IVF and rate: IV fluids should be continued in the postoperative period until proper tolerance to oral intake has been established.
HOB, positioning, activity, bathing: In some cases, patients with large ventricles are nursed relatively flat in the first 24 hours to avoid subdural collections. Patient with thin skin, i.e., premature infants and neonates, should avoid lying on the shunt valve to prevent skin erosion.
Medications and dosages including PRN drugs: Adequate analgesia is usually obtained with acetaminophen, supplemented with NSAIDs or opiates. Antiemetic drugs should be used if persistent nausea or vomiting is present. Postoperative doses of the antibiotic administered during anesthetic induction can be administered, according to institutional protocols. In all cases, the use of prophylactic antibiotics should not exceed 24 hours.
Laboratory studies: CSF sampling can be obtained from multiple points in the system during its assembly or prior to its internalization distally. Gram stain, fungal tests, culture, and antibiogram can be done as needed.
Radiology studies: Early postoperative imaging (x-rays, ultrasound, or CT) is optional, particularly if there are any concerns.
Education: Education must be provided to parents or caregivers about signs warning of shunt malfunction that may occur and should warrant a call to the surgeon.
Discharge within 48 hours: Most children can be discharged within 1 or 2 days of their surgery.

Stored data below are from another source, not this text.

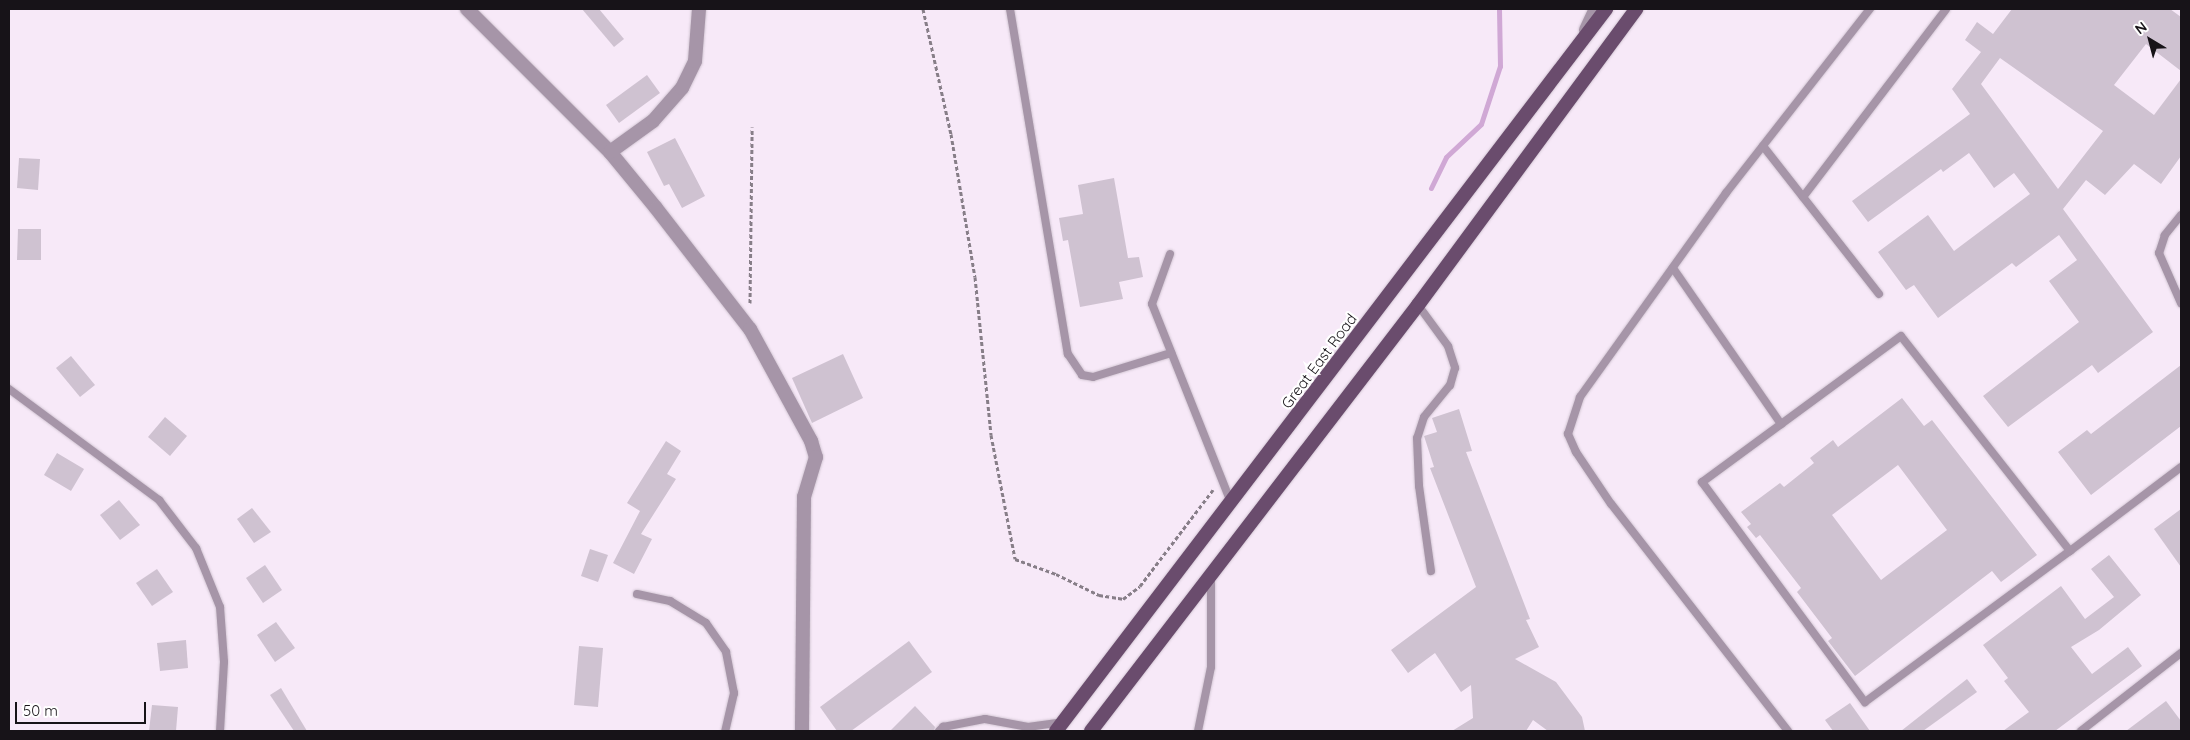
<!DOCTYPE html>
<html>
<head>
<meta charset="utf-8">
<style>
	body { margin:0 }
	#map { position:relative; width:2190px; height:740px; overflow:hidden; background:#f7e9f8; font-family:Quicksand,sans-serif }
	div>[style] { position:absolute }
	.stream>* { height:5px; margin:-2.5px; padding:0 2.5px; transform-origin:2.5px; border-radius:2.5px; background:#d0a8d5 }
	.building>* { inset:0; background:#cfc2d1 }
	.path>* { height:3px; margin-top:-1.5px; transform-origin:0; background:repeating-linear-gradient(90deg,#877e88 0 4px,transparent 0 6.5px) }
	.roads { filter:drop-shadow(0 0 1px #d3c7d4) drop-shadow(0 0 1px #d3c7d4) }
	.service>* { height:8px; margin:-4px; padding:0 4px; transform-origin:4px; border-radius:4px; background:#a695a8 }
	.minor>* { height:14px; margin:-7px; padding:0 7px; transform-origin:7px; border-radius:7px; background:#a695a8 }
	.primary>* { height:14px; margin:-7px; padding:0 7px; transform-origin:7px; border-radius:7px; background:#6a4c6d }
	span { translate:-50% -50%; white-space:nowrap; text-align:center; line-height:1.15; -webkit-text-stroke:4.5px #fff; paint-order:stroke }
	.street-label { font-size:15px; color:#171318 }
	.frame { position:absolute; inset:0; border:10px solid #171318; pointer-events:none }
	.north { position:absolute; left:2125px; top:15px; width:50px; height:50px; -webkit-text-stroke:4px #fff; paint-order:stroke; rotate:323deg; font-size:14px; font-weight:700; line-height:20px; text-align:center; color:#171318 }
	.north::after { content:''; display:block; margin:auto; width:18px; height:22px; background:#171318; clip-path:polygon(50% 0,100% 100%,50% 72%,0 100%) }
	.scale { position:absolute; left:15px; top:702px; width:131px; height:22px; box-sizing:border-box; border:2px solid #171318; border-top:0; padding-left:6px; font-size:15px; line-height:18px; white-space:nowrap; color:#171318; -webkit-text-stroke:4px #fff; paint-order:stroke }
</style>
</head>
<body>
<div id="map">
	<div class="stream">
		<i style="left:1431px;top:188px;width:34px;rotate:-64deg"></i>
		<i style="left:1446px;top:157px;width:48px;rotate:-43.3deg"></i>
		<i style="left:1481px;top:124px;width:61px;rotate:-71.9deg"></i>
		<i style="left:1500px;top:66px;width:57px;rotate:-91deg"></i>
	</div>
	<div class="building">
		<i style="clip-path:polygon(582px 9px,599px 9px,624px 39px,614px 47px)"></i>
		<i style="clip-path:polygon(evenodd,2012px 9px,2170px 9px,2181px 17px,2181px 71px,2146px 44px,2114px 85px,2154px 115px,2181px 79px,2181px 156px,2161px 184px,2134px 164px,2105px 195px,2086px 180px,2063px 209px,2153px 332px,2098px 373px,2092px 365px,2008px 427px,1983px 396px,2079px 322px,2049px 281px,2077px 260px,2059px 235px,2016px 267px,2012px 263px,1938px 318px,1914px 285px,1906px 290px,1878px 252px,1928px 215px,1954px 251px,2030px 194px,2014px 173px,1994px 188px,1969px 153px,1943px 172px,1941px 169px,1868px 222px,1852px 201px,1970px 114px,1952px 89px,1981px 52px,1965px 40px,1977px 22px,1993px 34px,2012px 9px,2000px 58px,2103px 131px,2058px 189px,1981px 84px,2000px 58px)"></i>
		<i style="clip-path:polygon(647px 75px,660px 93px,619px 123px,606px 105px)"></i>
		<i style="clip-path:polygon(675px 138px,705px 196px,682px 208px,669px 184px,664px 186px,647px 152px)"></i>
		<i style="clip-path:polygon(19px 158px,40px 159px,38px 190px,17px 188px)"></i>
		<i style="clip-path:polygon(1114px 178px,1128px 258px,1139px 257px,1143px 277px,1119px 282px,1123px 299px,1080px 307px,1068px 240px,1063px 241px,1059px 218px,1083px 214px,1078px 185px)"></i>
		<i style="clip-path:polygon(18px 229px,41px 229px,41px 260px,17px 260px)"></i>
		<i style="clip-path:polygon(843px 354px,863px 398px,812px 423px,792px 378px)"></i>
		<i style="clip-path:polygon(71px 356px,95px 385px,80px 397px,56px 368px)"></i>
		<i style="clip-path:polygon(2181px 365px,2181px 426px,2091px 495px,2058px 452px,2087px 430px,2091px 434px)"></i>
		<i style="clip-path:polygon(evenodd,1902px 398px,1924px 426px,1932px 420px,2037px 555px,2001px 582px,1992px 571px,1855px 676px,1828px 641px,1832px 638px,1797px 592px,1801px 588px,1760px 535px,1756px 538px,1747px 527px,1751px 524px,1741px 512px,1780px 483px,1784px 487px,1814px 463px,1810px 458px,1833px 440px,1838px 447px,1902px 398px,1898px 465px,1947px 530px,1881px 580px,1832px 515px,1898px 465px)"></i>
		<i style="clip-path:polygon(1459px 409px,1472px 451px,1466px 452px,1530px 619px,1526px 620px,1539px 647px,1515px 659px,1556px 682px,1582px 717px,1585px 731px,1548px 731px,1533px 720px,1526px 731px,1452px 731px,1473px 718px,1471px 685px,1461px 692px,1435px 653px,1408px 673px,1391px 650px,1476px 587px,1430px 468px,1434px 467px,1424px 436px,1437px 432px,1432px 418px)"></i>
		<i style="clip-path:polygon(165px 417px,187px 436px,170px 456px,148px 437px)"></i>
		<i style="clip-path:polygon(666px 441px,681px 451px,667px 474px,676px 479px,641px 534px,652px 539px,634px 574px,613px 563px,640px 511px,627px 503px)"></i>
		<i style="clip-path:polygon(57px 453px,84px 469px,71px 491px,44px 475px)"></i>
		<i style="clip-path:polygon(119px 500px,140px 525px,120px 540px,100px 515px)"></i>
		<i style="clip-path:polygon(252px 508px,271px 532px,254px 543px,237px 519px)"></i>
		<i style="clip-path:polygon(2181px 509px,2181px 567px,2154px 529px)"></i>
		<i style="clip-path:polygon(590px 549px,608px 555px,598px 582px,581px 576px)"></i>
		<i style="clip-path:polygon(2109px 555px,2141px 595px,2099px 630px,2071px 647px,2092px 674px,2128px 647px,2142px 666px,2055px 731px,2003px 731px,2029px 712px,2004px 681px,2008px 678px,1983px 645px,2061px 586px,2085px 619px,2114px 597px,2091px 569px)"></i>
		<i style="clip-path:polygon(265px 565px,282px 590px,263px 603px,246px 578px)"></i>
		<i style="clip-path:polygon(157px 569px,173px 592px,152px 606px,136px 583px)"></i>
		<i style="clip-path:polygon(276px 622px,295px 648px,275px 662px,257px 635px)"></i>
		<i style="clip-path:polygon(186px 640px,188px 668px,160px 671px,157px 643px)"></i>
		<i style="clip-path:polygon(909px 641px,932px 672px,851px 731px,837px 731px,820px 707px)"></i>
		<i style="clip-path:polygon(579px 646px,603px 648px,598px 707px,574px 705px)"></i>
		<i style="clip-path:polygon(1967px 679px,1977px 692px,1923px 731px,1901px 731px)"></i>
		<i style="clip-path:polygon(281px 688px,307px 731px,294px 731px,270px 695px)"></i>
		<i style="clip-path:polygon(2166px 701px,2181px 721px,2181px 731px,2126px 731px)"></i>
		<i style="clip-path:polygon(1850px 703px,1870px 731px,1833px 731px,1825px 720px)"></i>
		<i style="clip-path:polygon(152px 705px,178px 707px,176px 731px,149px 731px)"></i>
		<i style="clip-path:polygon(915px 706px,935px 727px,934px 731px,890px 731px)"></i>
	</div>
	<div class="path">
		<i style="left:923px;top:9px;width:128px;rotate:77.4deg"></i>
		<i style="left:951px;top:134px;width:145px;rotate:80.5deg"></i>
		<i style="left:975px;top:277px;width:159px;rotate:84.2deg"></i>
		<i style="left:991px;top:435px;width:126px;rotate:79deg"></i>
		<i style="left:1015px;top:559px;width:44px;rotate:20.1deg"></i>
		<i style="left:1056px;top:574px;width:48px;rotate:26deg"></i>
		<i style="left:1099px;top:595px;width:24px;rotate:9deg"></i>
		<i style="left:1123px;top:599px;width:21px;rotate:-37deg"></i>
		<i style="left:1140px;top:586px;width:121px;rotate:-52.8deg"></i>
		<i style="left:750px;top:303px;width:176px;rotate:-89.3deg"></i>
	</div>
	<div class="roads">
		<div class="service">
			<i style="left:1010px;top:9px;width:350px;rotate:80.5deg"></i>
			<i style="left:1068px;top:354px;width:25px;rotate:56deg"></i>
			<i style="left:1082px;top:375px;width:11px;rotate:10deg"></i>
			<i style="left:1093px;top:377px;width:82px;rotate:-17.1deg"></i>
			<i style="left:1763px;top:146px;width:188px;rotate:51.9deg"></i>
			<i style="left:1803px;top:197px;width:236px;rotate:-52.7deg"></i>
			<i style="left:2181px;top:215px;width:26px;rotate:129deg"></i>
			<i style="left:2165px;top:235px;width:19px;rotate:108deg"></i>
			<i style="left:2159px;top:253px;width:55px;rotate:66.3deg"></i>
			<i style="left:1170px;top:254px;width:53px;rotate:109.8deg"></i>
			<i style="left:1152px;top:304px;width:214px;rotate:68.3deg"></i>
			<i style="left:1673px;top:268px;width:190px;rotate:55.3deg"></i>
			<i style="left:1418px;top:305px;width:51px;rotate:53.8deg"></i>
			<i style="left:1448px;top:346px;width:23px;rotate:72deg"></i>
			<i style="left:1455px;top:368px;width:18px;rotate:106deg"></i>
			<i style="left:1450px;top:385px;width:41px;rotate:129.1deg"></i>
			<i style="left:1424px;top:417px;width:22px;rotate:108deg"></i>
			<i style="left:1417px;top:438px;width:48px;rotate:87.6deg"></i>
			<i style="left:1419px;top:486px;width:86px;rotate:82deg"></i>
			<i style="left:9px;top:389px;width:187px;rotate:36.5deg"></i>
			<i style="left:159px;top:500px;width:61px;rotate:52.4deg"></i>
			<i style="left:196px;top:548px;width:64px;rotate:67.9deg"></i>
			<i style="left:220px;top:607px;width:55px;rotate:85.8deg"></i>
			<i style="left:224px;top:662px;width:69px;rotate:93.3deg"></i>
			<i style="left:2070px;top:551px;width:273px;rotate:-128.2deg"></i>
			<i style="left:1901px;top:336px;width:247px;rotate:143.7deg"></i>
			<i style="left:1702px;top:482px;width:274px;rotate:53.5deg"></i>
			<i style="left:1865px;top:702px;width:255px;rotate:-36.4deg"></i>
			<i style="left:2070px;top:551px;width:139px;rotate:-37.1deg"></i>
			<i style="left:637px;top:594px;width:34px;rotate:12deg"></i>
			<i style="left:670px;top:601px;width:42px;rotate:31.4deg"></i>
			<i style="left:706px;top:623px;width:35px;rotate:55deg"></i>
			<i style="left:726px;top:652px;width:42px;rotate:79deg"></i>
			<i style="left:734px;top:693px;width:39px;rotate:103deg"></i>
			<i style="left:939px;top:731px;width:6px;rotate:-45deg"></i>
			<i style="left:943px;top:727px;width:43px;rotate:-10.8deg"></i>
			<i style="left:985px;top:719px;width:44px;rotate:10.5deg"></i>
			<i style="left:1028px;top:727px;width:35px;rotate:-8deg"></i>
			<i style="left:1198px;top:731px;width:65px;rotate:-78.5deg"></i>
			<i style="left:1211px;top:667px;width:90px;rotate:-90deg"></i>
			<i style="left:1788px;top:731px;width:288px;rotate:-127.9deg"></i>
			<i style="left:1611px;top:504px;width:63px;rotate:-123.9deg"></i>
			<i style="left:1576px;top:452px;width:20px;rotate:-114deg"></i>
			<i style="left:1568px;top:434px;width:39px;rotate:-72deg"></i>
			<i style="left:1580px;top:397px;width:251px;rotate:-54.4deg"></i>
			<i style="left:1726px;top:193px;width:234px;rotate:-52deg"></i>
			<i style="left:2081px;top:731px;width:127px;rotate:-38deg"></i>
		</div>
		<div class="minor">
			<i style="left:467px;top:9px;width:202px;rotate:45deg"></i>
			<i style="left:610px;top:152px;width:72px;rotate:50.6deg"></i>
			<i style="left:656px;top:208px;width:153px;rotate:52.2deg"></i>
			<i style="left:750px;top:329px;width:128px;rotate:61.4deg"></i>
			<i style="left:811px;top:441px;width:17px;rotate:73deg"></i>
			<i style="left:816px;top:457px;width:42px;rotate:106.7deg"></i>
			<i style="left:804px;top:497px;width:234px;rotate:90.5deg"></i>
			<i style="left:1586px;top:30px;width:23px;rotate:-65deg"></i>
			<i style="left:610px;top:152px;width:53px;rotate:-35.8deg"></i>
			<i style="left:653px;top:121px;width:44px;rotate:-48.7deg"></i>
			<i style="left:682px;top:88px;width:30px;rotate:-64deg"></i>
			<i style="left:695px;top:61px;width:52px;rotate:-85.6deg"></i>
		</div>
		<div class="primary">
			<i style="left:1056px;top:731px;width:908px;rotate:-52.7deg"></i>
			<i style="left:1091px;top:731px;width:537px;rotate:-52.49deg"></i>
			<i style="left:1418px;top:305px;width:368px;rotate:-53.6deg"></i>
		</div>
	</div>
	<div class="street-label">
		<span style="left:1319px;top:361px;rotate:-53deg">Great East Road</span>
	</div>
	<div class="frame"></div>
	<div class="north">N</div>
	<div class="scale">50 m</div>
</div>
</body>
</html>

Frequent symptoms: Common symptoms after shunt surgery include mild pain in surgical wounds, neck discomfort, bruising along the shunt tract, mild nausea and occasional vomiting, dizziness with position changes, and mild headache. Parents and caregivers can be reassured about these symptoms.
Alarm signs: Families should be counseled about alarm signs, such as fever, redness or hyperthermia along the shunt tract, intense headache, persistent vomiting, seizures, CSF leaks, wound secretions, abdominal pain or tenderness, lethargy, or new focal symptoms. If they occur, the child must be brought to the Emergency Unit as soon as possible.